Write out the records below from the first line through the line containing "height:9px; margin:-4.5px; padding:0", leaving out any pictures.

===== RECORDS FOR THIS TASK =====

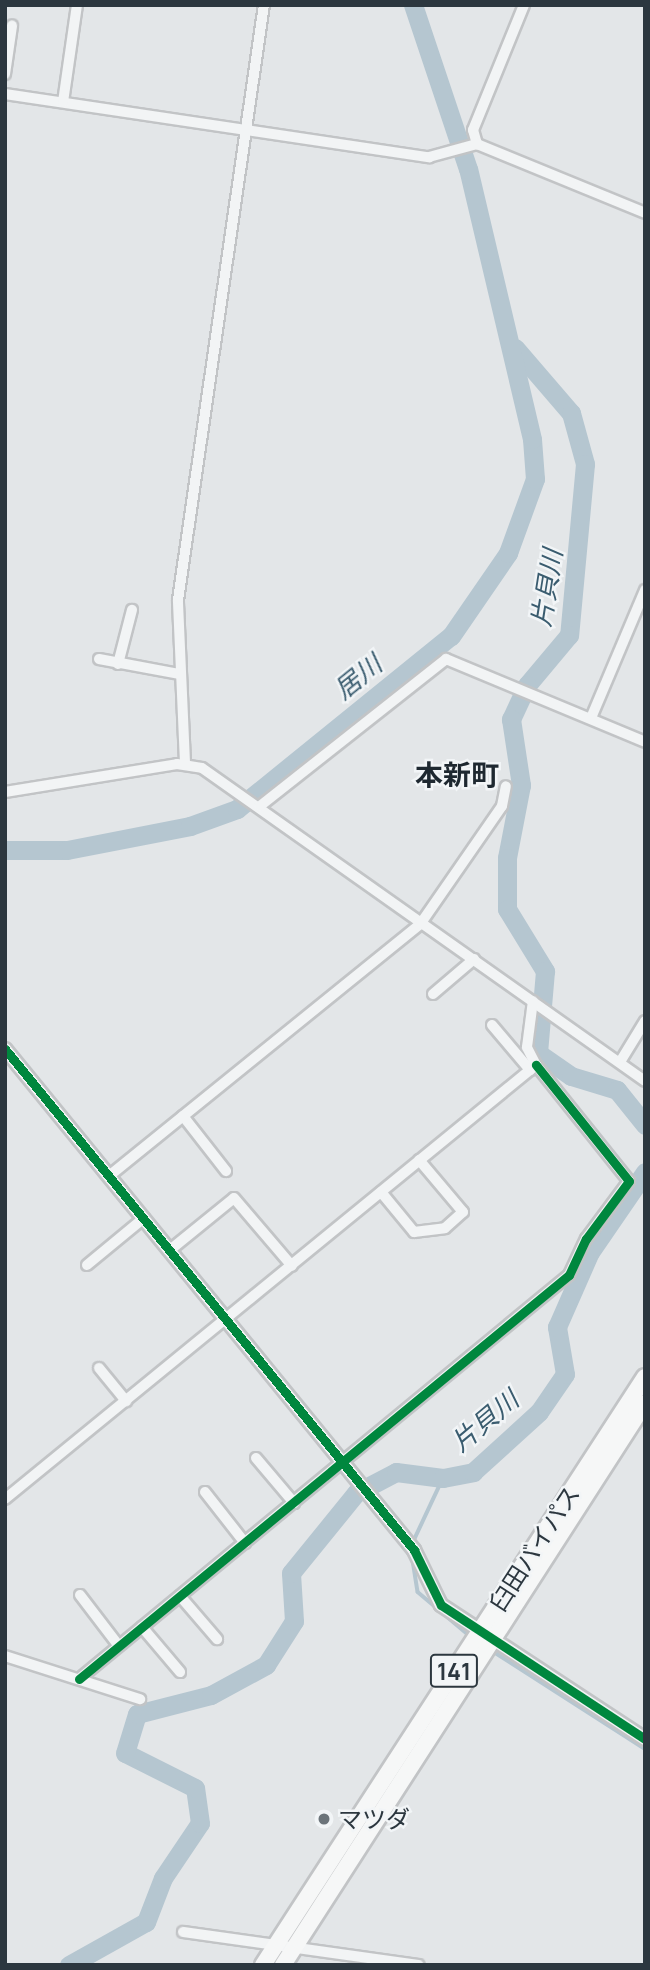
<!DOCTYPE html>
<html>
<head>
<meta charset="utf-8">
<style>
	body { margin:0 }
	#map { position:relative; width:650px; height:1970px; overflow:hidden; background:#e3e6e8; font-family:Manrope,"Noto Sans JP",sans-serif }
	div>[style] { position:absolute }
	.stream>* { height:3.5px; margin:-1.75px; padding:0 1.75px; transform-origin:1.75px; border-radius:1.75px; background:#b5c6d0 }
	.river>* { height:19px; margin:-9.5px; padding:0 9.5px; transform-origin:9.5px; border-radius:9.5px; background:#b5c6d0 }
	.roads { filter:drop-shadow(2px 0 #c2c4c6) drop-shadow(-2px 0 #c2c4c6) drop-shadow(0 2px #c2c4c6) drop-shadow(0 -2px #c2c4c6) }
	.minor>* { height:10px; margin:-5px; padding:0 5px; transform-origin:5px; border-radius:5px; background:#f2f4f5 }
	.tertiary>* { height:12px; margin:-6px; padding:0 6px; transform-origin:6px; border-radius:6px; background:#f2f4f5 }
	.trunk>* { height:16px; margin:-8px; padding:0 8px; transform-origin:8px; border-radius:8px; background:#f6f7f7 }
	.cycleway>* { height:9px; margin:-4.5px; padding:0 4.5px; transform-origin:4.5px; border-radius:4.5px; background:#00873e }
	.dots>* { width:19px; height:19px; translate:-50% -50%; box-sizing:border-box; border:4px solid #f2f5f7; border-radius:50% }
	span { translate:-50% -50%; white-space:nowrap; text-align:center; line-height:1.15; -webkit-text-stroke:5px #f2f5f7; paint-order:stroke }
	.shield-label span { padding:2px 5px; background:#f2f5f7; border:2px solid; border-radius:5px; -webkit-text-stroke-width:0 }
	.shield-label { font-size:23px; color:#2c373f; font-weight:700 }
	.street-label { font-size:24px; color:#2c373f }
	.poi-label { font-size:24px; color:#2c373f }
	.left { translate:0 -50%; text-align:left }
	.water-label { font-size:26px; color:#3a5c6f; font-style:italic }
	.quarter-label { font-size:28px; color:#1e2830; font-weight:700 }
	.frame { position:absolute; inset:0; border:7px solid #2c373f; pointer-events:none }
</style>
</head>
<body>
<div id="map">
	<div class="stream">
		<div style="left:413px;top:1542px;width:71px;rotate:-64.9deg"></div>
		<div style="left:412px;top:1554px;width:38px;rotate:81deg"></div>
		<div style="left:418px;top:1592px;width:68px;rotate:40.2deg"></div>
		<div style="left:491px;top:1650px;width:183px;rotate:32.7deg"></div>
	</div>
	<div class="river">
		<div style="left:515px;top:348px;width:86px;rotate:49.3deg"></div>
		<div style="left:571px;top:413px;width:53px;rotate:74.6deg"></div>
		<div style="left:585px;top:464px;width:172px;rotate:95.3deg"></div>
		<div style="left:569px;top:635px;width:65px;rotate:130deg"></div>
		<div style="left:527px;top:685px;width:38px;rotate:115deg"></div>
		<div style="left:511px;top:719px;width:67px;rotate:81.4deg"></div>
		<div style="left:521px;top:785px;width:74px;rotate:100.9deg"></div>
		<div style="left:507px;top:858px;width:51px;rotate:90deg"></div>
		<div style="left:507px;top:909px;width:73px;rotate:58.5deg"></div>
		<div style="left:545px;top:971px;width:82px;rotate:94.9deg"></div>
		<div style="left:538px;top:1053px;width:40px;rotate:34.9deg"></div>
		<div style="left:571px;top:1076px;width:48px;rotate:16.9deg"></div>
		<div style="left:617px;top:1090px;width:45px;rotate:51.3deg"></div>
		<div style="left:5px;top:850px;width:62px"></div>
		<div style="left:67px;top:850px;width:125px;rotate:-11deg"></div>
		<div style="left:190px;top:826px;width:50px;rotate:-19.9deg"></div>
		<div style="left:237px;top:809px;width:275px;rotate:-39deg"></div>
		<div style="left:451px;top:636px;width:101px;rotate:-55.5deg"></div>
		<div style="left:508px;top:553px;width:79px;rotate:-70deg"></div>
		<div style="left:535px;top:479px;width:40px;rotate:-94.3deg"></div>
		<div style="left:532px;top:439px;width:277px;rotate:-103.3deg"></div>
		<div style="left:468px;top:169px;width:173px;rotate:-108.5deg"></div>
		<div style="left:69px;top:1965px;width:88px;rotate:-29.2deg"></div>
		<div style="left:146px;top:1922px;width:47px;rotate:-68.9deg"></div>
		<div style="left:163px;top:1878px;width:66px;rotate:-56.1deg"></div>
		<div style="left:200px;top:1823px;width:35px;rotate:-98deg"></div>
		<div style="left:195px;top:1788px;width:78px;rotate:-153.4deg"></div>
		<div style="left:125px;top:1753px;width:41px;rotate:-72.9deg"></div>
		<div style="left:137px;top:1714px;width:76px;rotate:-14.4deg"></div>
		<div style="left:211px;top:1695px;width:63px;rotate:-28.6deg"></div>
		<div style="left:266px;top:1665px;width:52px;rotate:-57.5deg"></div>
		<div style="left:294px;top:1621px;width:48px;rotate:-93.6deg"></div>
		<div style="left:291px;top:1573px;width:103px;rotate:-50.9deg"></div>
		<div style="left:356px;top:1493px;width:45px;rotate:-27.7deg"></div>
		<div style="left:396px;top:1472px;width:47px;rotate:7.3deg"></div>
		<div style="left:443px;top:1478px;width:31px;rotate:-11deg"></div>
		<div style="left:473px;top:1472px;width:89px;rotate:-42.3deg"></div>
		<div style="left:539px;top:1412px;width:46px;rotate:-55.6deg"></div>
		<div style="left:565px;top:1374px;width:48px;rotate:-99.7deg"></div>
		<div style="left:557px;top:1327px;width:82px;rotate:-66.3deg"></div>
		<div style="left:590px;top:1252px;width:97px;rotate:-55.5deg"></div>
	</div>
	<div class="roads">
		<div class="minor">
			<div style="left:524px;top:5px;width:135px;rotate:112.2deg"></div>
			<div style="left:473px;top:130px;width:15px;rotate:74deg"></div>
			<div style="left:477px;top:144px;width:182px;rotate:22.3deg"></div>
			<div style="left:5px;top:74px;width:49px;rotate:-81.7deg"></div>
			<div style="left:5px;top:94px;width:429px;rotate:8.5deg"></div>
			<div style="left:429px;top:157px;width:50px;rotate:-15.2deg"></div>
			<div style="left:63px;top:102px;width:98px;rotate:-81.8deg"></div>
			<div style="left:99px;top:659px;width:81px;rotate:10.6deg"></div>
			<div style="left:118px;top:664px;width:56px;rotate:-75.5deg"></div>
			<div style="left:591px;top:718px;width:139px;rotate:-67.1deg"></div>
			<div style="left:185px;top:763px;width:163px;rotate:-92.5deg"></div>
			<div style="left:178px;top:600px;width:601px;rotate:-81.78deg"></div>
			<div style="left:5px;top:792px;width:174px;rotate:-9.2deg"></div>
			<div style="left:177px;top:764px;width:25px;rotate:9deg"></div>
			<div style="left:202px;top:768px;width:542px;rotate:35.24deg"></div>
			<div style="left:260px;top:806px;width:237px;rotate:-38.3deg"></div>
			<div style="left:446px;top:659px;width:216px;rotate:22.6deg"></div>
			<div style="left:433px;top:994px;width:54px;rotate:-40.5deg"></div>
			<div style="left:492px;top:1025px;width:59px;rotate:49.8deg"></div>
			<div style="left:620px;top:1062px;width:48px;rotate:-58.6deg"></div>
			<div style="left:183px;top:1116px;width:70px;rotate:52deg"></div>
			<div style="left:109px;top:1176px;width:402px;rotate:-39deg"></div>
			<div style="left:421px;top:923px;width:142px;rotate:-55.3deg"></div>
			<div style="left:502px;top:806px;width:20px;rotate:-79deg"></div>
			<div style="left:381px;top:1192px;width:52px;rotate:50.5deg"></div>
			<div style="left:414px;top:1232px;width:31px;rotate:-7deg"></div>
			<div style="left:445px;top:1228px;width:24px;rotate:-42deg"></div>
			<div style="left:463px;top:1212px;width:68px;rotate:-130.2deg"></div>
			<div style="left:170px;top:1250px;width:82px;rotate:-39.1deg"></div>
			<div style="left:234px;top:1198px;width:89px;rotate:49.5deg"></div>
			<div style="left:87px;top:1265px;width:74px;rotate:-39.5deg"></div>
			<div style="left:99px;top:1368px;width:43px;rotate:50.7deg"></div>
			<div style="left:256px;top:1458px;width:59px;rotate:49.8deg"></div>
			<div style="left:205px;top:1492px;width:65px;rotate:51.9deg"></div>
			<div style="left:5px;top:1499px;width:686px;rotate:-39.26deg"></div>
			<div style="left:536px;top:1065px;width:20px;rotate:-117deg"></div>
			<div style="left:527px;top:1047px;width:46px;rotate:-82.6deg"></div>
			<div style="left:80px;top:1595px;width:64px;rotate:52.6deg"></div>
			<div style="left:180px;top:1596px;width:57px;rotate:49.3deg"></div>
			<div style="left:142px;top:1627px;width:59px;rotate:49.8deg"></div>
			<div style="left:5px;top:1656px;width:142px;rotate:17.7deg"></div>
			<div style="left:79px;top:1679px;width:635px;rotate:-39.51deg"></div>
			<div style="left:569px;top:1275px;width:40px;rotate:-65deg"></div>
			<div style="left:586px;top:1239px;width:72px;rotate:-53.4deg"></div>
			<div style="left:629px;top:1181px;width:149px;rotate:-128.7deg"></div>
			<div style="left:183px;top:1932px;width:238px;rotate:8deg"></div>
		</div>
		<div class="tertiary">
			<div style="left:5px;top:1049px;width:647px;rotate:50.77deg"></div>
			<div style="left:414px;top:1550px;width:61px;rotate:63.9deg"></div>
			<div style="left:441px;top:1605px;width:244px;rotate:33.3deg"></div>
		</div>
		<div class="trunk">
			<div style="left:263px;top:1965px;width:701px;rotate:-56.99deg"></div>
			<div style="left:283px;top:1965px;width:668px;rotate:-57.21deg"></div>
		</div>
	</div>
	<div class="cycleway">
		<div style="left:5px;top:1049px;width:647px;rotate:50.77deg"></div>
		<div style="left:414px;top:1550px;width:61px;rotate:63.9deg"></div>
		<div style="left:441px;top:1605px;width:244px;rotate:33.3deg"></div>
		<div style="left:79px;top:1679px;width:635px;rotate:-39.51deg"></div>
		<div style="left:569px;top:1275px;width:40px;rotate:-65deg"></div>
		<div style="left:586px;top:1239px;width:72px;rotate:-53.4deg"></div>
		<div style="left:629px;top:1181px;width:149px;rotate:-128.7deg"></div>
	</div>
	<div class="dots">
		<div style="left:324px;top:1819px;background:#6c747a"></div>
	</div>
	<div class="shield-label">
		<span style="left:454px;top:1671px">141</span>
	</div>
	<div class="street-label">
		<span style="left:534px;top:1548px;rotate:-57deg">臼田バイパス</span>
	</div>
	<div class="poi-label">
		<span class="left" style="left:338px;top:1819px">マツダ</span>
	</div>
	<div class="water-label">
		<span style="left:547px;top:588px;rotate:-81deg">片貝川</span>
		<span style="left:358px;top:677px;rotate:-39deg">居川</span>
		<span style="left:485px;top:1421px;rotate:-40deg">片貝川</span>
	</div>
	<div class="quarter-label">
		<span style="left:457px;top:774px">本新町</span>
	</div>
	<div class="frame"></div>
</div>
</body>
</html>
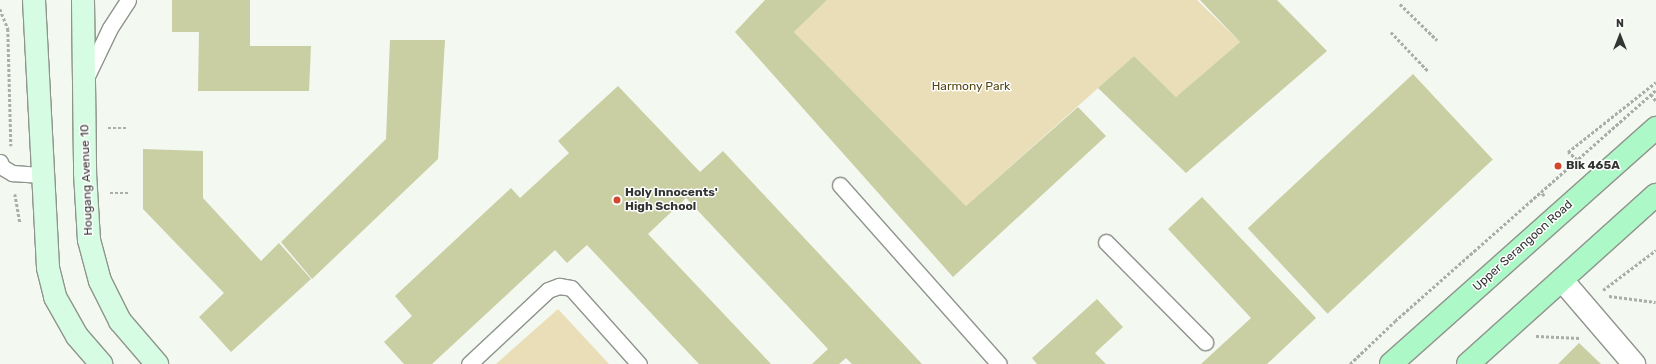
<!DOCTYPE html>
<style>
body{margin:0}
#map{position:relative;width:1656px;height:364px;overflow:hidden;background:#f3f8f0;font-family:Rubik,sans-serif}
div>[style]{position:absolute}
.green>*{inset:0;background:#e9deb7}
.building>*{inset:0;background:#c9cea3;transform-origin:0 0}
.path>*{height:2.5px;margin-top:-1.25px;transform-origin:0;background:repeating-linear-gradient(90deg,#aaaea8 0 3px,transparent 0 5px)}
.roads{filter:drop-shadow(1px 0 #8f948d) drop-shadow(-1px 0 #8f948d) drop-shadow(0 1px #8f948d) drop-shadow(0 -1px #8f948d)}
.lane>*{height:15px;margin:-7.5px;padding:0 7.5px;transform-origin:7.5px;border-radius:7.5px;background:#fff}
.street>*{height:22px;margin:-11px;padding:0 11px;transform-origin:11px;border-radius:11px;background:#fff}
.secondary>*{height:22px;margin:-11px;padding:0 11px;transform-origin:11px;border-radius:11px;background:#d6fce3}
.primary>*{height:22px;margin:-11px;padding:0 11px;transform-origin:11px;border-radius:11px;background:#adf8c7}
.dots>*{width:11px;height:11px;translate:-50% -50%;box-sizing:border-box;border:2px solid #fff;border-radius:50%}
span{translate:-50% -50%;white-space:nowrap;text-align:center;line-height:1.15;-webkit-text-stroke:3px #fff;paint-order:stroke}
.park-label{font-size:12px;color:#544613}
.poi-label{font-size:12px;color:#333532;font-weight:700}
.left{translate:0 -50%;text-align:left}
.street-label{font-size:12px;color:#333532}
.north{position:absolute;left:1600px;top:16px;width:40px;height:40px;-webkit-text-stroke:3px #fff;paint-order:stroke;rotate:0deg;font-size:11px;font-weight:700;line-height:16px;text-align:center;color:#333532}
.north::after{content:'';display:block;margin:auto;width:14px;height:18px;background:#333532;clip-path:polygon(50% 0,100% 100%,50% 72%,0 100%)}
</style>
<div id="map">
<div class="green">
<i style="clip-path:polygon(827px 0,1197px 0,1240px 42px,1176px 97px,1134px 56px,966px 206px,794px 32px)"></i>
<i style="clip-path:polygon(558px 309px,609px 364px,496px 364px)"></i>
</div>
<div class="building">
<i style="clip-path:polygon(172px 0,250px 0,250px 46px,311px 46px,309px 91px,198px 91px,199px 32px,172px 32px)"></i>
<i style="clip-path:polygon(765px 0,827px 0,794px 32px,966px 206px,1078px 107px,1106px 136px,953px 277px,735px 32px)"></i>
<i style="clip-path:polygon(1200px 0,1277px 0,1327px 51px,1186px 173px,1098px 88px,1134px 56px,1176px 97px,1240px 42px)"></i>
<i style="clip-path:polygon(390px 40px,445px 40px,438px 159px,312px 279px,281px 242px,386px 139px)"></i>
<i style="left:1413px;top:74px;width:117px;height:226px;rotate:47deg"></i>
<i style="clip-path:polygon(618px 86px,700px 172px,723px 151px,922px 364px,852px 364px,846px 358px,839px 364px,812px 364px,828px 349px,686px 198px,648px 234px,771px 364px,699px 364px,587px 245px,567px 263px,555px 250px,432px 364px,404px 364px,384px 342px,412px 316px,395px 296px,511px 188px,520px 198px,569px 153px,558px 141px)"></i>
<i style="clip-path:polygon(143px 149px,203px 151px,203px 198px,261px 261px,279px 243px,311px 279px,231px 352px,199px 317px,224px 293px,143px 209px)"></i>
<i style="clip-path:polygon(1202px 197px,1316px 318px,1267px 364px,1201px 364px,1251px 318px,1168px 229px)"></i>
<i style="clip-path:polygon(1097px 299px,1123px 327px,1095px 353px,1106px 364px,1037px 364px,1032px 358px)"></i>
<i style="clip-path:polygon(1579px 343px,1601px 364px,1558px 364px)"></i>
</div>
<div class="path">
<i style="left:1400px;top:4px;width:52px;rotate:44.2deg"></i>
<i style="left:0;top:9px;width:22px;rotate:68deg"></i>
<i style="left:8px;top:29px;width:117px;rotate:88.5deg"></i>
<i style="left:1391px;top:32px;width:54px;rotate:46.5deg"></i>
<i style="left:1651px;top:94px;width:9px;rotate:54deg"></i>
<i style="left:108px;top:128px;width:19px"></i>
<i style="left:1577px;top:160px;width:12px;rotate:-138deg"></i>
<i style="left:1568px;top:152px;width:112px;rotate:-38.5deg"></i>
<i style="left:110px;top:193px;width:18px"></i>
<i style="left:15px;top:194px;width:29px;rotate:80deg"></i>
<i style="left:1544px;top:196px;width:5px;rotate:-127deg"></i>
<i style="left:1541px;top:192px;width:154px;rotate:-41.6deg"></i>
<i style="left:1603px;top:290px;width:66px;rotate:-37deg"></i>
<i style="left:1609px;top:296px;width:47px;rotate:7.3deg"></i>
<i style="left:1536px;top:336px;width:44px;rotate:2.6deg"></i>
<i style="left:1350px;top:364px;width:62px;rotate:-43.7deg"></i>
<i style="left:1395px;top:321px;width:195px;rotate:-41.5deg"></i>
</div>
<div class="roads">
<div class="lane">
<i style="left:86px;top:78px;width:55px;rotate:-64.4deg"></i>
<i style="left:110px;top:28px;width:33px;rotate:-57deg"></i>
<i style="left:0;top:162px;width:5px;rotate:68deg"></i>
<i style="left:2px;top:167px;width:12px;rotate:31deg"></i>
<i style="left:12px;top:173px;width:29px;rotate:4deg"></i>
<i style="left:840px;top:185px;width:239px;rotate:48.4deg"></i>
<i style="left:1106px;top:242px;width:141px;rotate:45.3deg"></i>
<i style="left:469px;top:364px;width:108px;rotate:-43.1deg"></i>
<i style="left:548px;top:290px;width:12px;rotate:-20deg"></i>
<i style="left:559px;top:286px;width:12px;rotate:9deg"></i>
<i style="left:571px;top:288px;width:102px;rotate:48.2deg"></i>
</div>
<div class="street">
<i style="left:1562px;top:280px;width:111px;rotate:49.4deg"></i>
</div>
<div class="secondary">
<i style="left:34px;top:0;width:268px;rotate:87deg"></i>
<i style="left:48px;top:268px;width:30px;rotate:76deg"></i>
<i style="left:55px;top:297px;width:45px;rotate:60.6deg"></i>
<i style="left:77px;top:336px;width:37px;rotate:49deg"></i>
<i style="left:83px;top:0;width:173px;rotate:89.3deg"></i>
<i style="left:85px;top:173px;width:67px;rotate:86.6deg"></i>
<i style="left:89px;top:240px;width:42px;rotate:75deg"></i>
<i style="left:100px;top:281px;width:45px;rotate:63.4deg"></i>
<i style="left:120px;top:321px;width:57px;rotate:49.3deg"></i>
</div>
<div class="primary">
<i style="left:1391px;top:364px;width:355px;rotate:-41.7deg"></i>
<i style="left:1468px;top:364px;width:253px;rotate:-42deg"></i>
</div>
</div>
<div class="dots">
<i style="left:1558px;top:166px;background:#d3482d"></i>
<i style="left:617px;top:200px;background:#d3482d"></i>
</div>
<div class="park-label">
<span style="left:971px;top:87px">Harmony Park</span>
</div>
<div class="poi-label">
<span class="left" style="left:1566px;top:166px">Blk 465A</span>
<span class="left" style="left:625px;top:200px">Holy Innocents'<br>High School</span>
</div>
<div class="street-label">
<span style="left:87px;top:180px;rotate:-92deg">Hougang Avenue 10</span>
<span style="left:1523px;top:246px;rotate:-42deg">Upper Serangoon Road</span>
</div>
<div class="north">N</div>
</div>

=====

* [RESPONSE AREA]:
<!DOCTYPE html>
<html>
<head>
<meta charset="utf-8">
<style>
	body { margin:0 }
	#map { position:relative; width:650px; height:1970px; overflow:hidden; background:#e3e6e8; font-family:Manrope,"Noto Sans JP",sans-serif }
	div>[style] { position:absolute }
	.stream>* { height:3.5px; margin:-1.75px; padding:0 1.75px; transform-origin:1.75px; border-radius:1.75px; background:#b5c6d0 }
	.river>* { height:19px; margin:-9.5px; padding:0 9.5px; transform-origin:9.5px; border-radius:9.5px; background:#b5c6d0 }
	.roads { filter:drop-shadow(2px 0 #c2c4c6) drop-shadow(-2px 0 #c2c4c6) drop-shadow(0 2px #c2c4c6) drop-shadow(0 -2px #c2c4c6) }
	.minor>* { height:10px; margin:-5px; padding:0 5px; transform-origin:5px; border-radius:5px; background:#f2f4f5 }
	.tertiary>* { height:12px; margin:-6px; padding:0 6px; transform-origin:6px; border-radius:6px; background:#f2f4f5 }
	.trunk>* { height:16px; margin:-8px; padding:0 8px; transform-origin:8px; border-radius:8px; background:#f6f7f7 }
	.cycleway>* { height:9px; margin:-4.5px; padding:0 4.5px; transform-origin:4.5px; border-radius:4.5px; background:#00873e }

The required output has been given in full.